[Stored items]
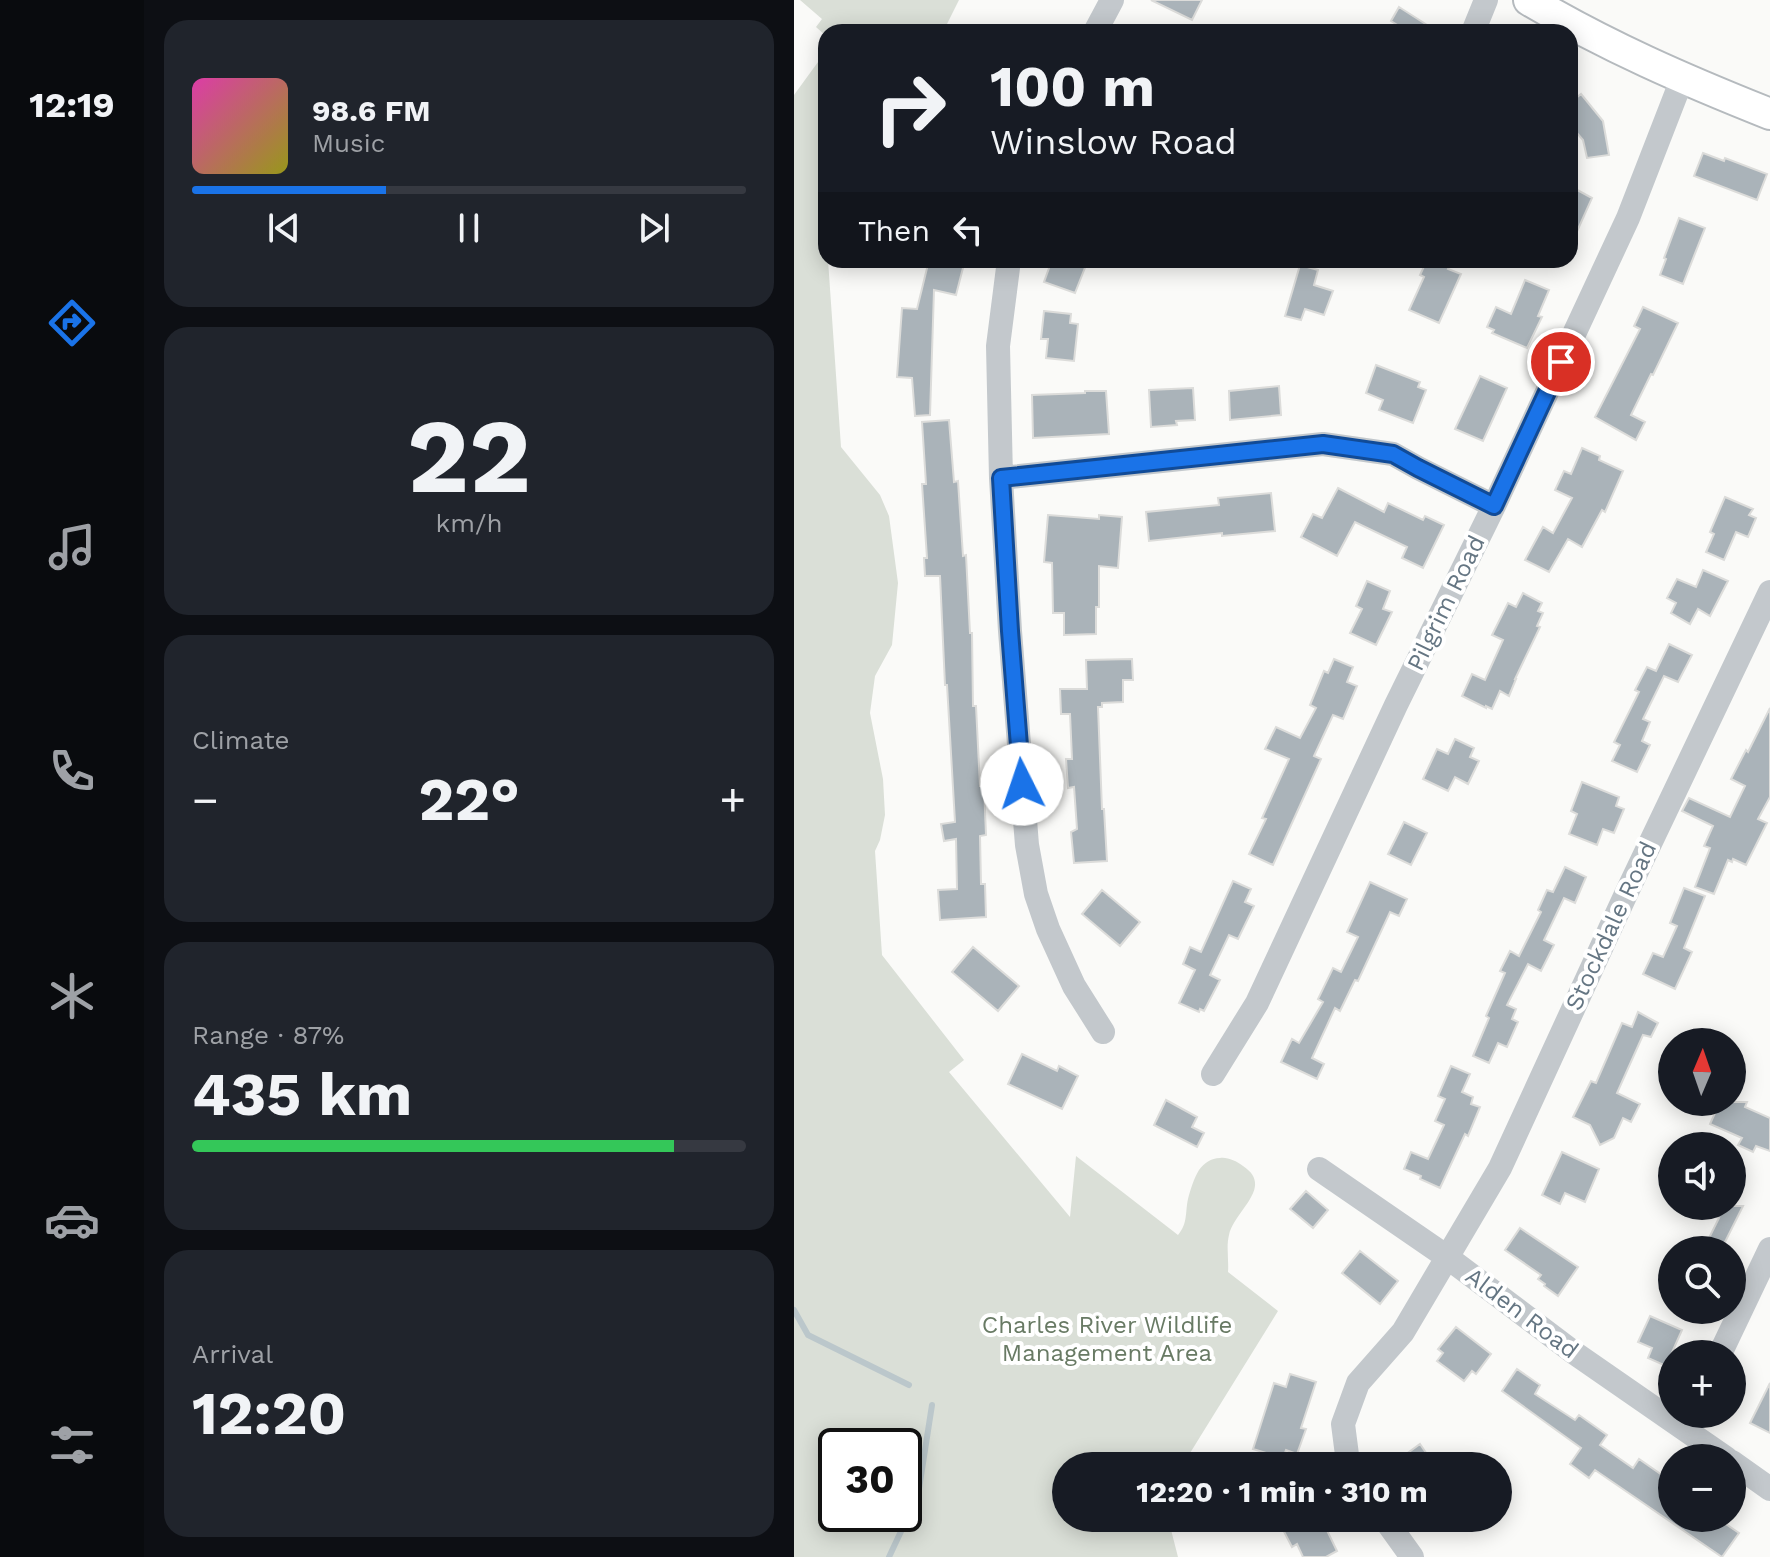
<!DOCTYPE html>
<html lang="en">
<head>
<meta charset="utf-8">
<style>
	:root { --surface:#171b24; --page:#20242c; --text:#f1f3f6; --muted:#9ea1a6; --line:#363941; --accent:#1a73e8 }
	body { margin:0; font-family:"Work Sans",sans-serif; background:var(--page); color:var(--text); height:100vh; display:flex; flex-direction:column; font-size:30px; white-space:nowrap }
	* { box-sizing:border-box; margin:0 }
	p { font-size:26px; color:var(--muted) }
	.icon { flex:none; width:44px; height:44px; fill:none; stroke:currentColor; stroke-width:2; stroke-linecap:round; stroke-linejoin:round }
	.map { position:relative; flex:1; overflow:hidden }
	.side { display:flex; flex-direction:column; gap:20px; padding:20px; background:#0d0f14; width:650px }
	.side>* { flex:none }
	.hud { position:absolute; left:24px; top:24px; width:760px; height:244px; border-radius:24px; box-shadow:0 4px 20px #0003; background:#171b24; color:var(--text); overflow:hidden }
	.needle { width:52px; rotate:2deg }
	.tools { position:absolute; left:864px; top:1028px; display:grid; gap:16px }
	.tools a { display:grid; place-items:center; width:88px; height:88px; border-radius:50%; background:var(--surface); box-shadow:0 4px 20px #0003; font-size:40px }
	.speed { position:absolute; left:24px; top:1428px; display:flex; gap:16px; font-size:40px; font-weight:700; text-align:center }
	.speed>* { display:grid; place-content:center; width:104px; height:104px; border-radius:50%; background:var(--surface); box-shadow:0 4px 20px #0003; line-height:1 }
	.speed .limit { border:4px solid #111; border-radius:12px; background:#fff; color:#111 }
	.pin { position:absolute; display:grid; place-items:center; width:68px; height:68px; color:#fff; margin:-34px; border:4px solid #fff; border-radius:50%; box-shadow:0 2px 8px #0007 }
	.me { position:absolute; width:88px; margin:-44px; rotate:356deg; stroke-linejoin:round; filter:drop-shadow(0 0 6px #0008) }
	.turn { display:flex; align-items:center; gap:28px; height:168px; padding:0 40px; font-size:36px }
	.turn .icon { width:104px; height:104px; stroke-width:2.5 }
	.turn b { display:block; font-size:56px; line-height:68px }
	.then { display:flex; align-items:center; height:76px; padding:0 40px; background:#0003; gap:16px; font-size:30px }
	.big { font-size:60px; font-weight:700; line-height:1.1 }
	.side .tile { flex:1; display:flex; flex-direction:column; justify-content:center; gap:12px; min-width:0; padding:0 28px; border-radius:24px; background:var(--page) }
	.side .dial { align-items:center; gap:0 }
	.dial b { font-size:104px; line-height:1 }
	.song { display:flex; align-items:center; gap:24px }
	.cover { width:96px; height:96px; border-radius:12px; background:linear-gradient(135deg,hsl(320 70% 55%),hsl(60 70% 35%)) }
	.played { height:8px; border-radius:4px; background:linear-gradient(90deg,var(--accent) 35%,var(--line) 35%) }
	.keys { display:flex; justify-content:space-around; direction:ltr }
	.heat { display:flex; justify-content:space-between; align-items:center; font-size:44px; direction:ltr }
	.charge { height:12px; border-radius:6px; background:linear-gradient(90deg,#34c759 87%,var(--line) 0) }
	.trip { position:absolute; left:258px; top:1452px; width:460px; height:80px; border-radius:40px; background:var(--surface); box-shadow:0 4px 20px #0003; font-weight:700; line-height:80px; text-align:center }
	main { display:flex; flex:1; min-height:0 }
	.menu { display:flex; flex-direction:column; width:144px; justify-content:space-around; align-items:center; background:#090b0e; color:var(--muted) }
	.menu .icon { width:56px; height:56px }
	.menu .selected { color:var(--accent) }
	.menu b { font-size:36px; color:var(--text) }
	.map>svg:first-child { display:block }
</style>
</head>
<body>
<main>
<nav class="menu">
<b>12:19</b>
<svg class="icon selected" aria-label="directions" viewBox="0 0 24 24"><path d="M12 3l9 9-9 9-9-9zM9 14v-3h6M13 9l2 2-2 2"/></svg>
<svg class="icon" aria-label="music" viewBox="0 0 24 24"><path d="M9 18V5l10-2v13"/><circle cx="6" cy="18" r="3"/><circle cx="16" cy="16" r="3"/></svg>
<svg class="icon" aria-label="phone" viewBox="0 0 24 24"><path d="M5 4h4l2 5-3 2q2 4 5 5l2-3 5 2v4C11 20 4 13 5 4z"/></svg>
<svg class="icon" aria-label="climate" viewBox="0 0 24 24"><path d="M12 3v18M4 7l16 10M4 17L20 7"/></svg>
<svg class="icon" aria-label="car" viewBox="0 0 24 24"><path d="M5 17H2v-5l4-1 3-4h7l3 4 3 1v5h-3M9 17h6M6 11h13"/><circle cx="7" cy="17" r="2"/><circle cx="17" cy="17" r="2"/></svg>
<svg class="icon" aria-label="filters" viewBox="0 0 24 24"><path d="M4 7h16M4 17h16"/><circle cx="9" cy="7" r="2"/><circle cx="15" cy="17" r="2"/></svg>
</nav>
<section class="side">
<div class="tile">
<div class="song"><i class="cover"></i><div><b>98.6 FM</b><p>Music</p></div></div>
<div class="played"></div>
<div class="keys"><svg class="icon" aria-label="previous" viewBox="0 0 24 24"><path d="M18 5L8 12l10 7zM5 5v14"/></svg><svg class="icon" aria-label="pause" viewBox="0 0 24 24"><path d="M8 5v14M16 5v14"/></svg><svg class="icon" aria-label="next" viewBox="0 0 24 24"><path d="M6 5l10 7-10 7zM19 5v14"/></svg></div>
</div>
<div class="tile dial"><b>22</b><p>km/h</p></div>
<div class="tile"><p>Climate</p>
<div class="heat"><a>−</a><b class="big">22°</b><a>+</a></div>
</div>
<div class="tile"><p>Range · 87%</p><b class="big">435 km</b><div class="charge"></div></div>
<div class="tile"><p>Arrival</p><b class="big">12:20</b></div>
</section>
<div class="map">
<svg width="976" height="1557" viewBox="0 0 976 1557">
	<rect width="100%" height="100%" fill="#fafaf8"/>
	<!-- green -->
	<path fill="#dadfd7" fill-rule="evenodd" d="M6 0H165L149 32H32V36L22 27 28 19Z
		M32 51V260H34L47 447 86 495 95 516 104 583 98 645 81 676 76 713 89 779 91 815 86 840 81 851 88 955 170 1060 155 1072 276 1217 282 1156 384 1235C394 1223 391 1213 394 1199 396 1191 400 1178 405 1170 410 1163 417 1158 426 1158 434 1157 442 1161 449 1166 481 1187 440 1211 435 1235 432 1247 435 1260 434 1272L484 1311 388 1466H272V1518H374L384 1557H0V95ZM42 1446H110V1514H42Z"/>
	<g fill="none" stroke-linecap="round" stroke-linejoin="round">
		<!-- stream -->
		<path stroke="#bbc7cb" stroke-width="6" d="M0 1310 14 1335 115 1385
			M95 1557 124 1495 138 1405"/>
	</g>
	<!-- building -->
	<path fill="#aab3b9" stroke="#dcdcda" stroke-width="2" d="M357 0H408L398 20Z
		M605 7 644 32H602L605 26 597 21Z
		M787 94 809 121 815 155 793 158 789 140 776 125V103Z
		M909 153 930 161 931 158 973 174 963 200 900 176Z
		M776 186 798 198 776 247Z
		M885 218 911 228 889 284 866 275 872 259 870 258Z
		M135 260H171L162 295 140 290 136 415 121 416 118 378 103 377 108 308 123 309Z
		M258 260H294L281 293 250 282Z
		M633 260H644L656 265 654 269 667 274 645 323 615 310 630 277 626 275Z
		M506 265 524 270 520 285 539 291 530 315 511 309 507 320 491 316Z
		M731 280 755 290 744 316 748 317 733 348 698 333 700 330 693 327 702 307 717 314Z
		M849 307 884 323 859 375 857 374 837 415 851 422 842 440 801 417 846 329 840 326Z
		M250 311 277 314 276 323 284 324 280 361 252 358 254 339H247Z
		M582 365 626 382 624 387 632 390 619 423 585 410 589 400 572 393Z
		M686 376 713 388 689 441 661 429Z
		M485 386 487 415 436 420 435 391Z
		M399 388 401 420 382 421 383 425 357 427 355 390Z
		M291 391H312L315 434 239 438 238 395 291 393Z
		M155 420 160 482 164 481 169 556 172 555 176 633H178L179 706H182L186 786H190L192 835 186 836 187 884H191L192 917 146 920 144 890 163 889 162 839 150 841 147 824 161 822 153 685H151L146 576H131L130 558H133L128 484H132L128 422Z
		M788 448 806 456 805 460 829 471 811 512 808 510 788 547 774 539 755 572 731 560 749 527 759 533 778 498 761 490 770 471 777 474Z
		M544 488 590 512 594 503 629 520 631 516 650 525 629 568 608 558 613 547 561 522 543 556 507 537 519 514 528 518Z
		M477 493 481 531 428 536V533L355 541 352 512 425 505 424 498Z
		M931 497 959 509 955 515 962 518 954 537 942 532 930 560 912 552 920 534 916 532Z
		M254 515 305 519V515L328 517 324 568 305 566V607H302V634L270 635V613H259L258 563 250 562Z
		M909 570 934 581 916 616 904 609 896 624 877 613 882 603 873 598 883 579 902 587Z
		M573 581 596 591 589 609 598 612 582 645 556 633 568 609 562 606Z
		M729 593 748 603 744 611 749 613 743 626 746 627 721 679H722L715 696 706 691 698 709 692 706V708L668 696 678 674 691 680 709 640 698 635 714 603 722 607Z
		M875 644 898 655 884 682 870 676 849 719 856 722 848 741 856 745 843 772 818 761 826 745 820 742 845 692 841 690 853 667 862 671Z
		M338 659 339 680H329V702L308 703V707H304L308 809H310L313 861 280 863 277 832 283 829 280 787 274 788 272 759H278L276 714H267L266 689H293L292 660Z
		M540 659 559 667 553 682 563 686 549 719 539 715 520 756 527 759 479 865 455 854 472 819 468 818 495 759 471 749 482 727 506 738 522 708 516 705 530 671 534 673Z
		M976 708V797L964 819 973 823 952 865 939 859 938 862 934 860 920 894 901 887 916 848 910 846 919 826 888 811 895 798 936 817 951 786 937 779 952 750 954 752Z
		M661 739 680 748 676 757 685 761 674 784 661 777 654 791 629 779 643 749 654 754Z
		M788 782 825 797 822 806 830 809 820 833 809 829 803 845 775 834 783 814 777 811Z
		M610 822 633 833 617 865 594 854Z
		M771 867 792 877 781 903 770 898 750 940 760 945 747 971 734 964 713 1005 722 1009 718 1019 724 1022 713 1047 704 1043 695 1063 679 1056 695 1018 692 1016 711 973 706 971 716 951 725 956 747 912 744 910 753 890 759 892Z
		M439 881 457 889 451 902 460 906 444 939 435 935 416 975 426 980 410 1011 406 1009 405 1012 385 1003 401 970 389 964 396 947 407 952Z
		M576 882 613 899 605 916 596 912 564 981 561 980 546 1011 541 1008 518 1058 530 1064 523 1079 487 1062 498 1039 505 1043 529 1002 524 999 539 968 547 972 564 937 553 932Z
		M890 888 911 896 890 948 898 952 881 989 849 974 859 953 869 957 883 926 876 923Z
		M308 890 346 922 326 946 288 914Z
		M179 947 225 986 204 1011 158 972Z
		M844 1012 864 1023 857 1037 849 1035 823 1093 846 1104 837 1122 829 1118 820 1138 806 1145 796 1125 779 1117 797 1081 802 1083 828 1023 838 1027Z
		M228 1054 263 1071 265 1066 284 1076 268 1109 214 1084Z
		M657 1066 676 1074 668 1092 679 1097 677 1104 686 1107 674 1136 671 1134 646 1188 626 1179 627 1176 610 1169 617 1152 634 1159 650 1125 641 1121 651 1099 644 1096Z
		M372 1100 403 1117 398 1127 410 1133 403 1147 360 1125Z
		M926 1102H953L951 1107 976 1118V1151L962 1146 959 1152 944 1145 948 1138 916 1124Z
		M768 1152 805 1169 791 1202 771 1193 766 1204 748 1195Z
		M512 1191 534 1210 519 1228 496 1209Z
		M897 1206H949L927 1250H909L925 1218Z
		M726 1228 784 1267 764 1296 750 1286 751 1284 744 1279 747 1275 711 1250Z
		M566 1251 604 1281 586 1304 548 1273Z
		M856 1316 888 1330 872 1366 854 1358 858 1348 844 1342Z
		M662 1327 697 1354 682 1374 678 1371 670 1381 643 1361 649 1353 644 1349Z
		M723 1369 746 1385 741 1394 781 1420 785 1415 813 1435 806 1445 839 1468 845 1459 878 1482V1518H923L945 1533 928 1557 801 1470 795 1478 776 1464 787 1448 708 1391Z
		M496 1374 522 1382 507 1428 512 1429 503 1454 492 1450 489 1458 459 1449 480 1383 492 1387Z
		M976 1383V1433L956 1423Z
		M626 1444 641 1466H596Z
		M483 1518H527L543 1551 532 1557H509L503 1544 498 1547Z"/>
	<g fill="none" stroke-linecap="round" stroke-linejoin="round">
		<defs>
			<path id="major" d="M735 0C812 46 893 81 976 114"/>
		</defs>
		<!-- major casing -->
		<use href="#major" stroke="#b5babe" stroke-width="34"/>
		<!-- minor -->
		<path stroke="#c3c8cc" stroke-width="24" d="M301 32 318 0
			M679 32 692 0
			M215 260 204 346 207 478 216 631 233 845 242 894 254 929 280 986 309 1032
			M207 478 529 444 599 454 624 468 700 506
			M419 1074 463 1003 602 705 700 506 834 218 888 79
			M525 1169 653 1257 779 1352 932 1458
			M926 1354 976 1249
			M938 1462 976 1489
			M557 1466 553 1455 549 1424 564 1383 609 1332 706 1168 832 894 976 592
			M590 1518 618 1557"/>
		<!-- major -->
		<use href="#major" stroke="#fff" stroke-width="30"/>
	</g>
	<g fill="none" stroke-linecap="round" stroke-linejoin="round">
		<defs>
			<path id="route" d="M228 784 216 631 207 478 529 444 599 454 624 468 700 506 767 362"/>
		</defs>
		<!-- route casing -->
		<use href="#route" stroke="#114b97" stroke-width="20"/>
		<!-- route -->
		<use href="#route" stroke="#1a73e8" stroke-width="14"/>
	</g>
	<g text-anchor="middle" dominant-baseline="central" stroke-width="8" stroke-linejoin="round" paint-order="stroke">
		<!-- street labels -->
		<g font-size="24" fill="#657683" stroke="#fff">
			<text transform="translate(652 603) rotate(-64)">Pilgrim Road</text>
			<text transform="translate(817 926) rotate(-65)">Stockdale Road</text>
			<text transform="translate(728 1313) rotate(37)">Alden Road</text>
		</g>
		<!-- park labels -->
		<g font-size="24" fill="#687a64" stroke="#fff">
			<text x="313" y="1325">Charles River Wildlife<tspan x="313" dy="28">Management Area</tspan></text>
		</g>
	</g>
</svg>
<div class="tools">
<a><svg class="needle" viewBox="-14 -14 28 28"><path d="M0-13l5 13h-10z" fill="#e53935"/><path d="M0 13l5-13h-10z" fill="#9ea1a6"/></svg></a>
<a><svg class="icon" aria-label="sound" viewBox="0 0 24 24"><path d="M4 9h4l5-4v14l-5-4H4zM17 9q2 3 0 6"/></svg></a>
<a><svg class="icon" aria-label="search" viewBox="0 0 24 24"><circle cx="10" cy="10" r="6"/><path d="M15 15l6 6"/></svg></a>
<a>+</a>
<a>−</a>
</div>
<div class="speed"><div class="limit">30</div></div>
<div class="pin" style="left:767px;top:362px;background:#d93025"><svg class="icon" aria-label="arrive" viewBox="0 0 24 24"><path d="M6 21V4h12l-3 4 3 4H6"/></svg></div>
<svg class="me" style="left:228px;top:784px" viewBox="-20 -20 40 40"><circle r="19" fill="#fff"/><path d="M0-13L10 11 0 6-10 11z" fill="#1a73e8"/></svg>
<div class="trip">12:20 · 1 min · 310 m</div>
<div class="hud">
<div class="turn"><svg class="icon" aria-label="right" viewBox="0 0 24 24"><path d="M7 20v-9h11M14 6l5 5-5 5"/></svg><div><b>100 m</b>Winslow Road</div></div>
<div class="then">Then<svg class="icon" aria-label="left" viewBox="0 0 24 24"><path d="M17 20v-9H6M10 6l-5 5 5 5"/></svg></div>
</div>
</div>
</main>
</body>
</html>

● WHAT IS EXPECTED: Could you set down, exactly as written, the lines above between the one holding "display:flex; flex-direction:column; width:144px;" and the one holding "3l9 9-9 9-9-9zM9", inclusive, and nothing more?

● EXERCISE OUTPUT:
	.menu { display:flex; flex-direction:column; width:144px; justify-content:space-around; align-items:center; background:#090b0e; color:var(--muted) }
	.menu .icon { width:56px; height:56px }
	.menu .selected { color:var(--accent) }
	.menu b { font-size:36px; color:var(--text) }
	.map>svg:first-child { display:block }
</style>
</head>
<body>
<main>
<nav class="menu">
<b>12:19</b>
<svg class="icon selected" aria-label="directions" viewBox="0 0 24 24"><path d="M12 3l9 9-9 9-9-9zM9 14v-3h6M13 9l2 2-2 2"/></svg>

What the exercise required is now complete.